Olimpiadi Invernali 2026: da un sondaggio emerge un forte interesse del tessuto artigiano.

Anche Confartigianato Imprese Sondrio accoglie con favore il verdetto positivo alla  candidatura di Milano-Cortina.

Grazie al supporto di Confartigianato Lombardia, dal 12 al 18 giugno 2019 è stato elaborato e sottoposto alle imprese del territorio un sondaggio web dal titolo ‘Olimpiadi Invernali: un’opportunità per le MPI e le imprese artigiane?’.

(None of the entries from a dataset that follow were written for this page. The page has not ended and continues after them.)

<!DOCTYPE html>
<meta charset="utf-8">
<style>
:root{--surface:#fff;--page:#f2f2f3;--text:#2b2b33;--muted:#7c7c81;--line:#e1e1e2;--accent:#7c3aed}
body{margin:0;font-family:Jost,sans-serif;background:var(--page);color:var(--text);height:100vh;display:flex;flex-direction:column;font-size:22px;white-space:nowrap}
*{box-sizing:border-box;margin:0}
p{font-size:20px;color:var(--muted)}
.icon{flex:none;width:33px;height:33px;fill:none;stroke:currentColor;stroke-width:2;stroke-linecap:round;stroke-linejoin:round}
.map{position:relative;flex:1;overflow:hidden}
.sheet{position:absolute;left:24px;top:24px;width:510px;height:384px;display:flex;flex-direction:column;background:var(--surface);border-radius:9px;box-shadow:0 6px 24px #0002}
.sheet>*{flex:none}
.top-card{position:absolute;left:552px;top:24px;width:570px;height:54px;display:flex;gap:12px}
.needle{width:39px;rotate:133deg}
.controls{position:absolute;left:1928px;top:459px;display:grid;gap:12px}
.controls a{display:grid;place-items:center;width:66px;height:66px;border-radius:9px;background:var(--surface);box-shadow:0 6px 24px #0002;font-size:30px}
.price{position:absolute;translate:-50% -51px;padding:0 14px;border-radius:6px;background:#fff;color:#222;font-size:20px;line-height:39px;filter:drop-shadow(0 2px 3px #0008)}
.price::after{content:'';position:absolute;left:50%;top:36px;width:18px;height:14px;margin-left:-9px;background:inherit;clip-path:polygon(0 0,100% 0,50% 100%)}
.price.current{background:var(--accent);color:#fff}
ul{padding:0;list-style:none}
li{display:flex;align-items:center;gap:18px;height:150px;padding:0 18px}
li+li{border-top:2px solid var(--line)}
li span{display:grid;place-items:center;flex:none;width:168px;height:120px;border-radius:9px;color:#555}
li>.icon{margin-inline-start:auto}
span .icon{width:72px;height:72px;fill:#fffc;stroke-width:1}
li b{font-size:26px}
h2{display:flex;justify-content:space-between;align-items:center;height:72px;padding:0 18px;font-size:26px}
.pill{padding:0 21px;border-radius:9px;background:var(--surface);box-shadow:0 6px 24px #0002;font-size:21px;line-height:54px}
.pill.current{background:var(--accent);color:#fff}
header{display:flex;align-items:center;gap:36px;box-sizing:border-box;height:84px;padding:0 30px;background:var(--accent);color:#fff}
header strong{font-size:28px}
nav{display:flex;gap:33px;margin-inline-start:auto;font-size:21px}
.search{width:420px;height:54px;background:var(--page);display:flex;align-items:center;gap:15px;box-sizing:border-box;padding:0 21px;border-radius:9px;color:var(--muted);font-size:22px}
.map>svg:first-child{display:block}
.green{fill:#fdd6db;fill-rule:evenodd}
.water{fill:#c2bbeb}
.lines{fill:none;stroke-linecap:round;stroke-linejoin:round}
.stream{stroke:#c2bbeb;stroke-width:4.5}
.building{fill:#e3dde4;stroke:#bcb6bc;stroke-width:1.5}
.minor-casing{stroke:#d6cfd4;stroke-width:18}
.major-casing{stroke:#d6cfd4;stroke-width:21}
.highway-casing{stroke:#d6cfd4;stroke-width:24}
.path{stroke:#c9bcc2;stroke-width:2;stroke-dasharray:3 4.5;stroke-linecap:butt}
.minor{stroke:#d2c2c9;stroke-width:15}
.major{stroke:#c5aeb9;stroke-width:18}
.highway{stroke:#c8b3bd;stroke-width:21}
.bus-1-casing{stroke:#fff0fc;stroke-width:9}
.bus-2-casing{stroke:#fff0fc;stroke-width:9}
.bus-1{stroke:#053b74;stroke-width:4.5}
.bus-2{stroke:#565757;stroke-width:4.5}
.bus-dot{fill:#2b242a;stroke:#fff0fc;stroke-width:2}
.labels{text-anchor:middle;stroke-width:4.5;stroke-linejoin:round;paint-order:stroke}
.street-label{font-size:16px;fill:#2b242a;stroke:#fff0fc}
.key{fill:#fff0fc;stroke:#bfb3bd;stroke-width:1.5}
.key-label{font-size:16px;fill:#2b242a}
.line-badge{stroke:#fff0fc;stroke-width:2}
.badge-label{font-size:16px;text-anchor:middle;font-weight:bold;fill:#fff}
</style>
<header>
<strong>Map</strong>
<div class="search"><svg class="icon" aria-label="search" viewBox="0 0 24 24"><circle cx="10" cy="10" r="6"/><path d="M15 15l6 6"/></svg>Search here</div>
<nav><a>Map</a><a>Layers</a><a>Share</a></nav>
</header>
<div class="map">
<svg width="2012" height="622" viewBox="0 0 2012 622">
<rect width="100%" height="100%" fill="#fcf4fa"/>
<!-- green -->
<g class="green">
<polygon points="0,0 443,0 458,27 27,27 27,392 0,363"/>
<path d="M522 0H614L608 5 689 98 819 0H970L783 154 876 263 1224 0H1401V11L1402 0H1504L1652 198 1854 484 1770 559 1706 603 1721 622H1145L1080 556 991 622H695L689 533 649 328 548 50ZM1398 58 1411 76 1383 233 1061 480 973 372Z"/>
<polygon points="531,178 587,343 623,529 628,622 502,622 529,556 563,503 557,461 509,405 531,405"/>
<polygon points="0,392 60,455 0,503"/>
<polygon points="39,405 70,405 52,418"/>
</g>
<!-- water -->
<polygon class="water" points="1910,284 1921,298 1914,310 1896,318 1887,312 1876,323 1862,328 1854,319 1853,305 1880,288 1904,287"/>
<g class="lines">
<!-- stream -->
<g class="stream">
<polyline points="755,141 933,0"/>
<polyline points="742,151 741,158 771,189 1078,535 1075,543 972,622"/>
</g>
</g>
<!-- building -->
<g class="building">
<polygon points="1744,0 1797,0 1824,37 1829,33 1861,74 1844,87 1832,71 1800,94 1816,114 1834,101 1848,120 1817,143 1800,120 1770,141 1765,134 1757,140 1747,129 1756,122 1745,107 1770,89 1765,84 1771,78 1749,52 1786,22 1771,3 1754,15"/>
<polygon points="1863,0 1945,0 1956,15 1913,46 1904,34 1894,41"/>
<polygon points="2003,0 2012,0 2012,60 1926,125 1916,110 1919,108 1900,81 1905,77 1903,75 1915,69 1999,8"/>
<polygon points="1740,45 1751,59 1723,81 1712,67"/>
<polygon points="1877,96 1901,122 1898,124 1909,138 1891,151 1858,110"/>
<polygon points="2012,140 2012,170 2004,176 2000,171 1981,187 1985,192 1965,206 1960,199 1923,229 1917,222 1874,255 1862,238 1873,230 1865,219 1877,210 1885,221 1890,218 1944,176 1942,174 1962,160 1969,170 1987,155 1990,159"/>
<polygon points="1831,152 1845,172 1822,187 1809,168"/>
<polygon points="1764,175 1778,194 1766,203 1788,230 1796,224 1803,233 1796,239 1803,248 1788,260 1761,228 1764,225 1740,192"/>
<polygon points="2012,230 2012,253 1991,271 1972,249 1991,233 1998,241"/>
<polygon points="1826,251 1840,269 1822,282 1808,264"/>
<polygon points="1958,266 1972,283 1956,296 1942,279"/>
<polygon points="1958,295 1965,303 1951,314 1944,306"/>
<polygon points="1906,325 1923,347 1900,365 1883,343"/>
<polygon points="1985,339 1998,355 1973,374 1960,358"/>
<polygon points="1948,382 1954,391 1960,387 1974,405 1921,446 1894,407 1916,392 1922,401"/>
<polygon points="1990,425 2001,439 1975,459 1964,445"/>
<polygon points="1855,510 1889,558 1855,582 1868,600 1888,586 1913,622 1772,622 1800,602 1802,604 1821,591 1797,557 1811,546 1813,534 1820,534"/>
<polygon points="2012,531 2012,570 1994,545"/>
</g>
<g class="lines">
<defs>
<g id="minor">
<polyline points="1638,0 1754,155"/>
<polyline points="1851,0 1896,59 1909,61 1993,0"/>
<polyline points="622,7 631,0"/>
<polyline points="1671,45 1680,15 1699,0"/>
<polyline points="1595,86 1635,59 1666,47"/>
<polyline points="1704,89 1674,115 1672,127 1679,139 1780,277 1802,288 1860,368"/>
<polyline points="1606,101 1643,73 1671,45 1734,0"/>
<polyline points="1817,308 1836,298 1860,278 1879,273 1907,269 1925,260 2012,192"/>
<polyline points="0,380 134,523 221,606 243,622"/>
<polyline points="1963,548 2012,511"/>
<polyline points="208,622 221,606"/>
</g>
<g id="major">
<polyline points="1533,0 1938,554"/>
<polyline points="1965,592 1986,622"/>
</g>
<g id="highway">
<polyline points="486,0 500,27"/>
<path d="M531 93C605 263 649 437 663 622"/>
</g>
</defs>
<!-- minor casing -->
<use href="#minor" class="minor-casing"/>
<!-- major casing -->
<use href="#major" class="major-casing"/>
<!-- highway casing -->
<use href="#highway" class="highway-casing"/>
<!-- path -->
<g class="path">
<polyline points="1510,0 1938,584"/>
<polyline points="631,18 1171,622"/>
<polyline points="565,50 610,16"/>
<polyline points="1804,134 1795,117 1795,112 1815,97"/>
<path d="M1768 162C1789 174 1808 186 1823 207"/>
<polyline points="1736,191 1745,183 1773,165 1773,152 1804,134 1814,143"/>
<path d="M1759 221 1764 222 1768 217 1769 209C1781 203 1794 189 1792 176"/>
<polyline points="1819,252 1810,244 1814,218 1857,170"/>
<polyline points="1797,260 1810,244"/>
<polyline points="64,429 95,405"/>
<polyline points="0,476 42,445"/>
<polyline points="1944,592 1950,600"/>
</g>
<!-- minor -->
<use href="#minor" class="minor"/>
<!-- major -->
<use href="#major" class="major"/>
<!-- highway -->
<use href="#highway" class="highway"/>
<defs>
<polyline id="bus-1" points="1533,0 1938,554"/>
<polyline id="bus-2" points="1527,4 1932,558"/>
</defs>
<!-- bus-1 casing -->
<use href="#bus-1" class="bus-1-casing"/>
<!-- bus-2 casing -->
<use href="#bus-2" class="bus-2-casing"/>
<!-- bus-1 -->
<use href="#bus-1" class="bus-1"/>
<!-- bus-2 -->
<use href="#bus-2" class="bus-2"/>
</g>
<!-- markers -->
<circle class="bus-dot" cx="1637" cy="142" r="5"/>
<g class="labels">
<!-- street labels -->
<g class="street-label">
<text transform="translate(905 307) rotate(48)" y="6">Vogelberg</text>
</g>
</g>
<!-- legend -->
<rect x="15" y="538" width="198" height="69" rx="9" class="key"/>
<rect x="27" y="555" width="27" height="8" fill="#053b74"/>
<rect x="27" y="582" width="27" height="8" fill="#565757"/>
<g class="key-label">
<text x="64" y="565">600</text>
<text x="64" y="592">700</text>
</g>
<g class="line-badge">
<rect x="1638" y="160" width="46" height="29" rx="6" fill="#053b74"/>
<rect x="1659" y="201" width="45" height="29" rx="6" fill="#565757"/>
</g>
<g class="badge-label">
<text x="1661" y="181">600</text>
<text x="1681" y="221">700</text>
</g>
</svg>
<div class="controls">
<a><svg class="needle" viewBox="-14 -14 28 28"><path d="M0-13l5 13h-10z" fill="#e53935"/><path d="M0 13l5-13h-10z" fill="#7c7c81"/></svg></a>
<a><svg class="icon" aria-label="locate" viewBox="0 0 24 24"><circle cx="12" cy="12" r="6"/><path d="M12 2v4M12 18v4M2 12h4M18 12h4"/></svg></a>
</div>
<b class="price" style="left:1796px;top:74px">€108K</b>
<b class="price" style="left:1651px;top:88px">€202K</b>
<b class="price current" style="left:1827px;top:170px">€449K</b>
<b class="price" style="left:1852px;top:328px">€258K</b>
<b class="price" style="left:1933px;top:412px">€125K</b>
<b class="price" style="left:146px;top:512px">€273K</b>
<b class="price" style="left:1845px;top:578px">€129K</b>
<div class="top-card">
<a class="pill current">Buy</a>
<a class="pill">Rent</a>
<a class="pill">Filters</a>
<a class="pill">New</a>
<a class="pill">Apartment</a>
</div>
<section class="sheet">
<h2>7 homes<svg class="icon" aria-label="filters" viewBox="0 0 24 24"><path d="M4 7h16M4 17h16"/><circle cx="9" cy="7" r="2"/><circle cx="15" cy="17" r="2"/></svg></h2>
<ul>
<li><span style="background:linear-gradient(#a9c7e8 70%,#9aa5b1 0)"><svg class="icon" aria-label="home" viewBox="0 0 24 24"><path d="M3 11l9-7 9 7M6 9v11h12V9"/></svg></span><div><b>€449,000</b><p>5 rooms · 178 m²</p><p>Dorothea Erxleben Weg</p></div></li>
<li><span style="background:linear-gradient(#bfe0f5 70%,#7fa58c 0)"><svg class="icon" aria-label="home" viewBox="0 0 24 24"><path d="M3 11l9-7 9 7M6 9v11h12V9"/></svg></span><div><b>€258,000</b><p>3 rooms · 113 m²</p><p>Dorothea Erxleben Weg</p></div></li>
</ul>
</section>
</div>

Obiettivo del questionario è quello di comprendere come l’evento viene percepito, dalle MPI e dalle imprese artigiane valtellinesi e valchiavennasche, in termini di ricadute economiche sul territorio e sul tessuto produttivo.

Gionni Gritti

“Un risultato storico positivo e dalle indubbie ricadute nella nostra Provincia  – evidenzia Gionni Gritti, Presidente di Confartigianato Sondrio – a cominciare dalle due località Bormio e Livigno. Sarebbe però un errore non cogliere la valenza di tale evento come volano per tutta la provincia e non solo per le località sciistiche interessate così come sarebbe un errore considerare i giochi olimpici un mero evento sportivo, in quanto è una occasione anche per un salto di qualità complessivo di tutto il territorio che da sempre si definisce a vocazione turistica. Le olimpiadi invernali devono essere non un punto di arrivo ma di partenza per riaffermare la posizione strategica di tutta la provincia nel panorama internazionale delle destinazioni turistiche”.   

Dall’analisi delle oltre 800 risposte raccolte in Lombardia si evince che circa un’impresa su tre (29,8%) ritiene che le Olimpiadi invernali Milano-Cortina 2026 possano rappresentare un’opportunità per la propria attività. Quota che si alza al 53,19% se concentriamo il focus d’osservazione alle sole micro-piccole imprese localizzate nei territori di Valtellina e Valchiavenna.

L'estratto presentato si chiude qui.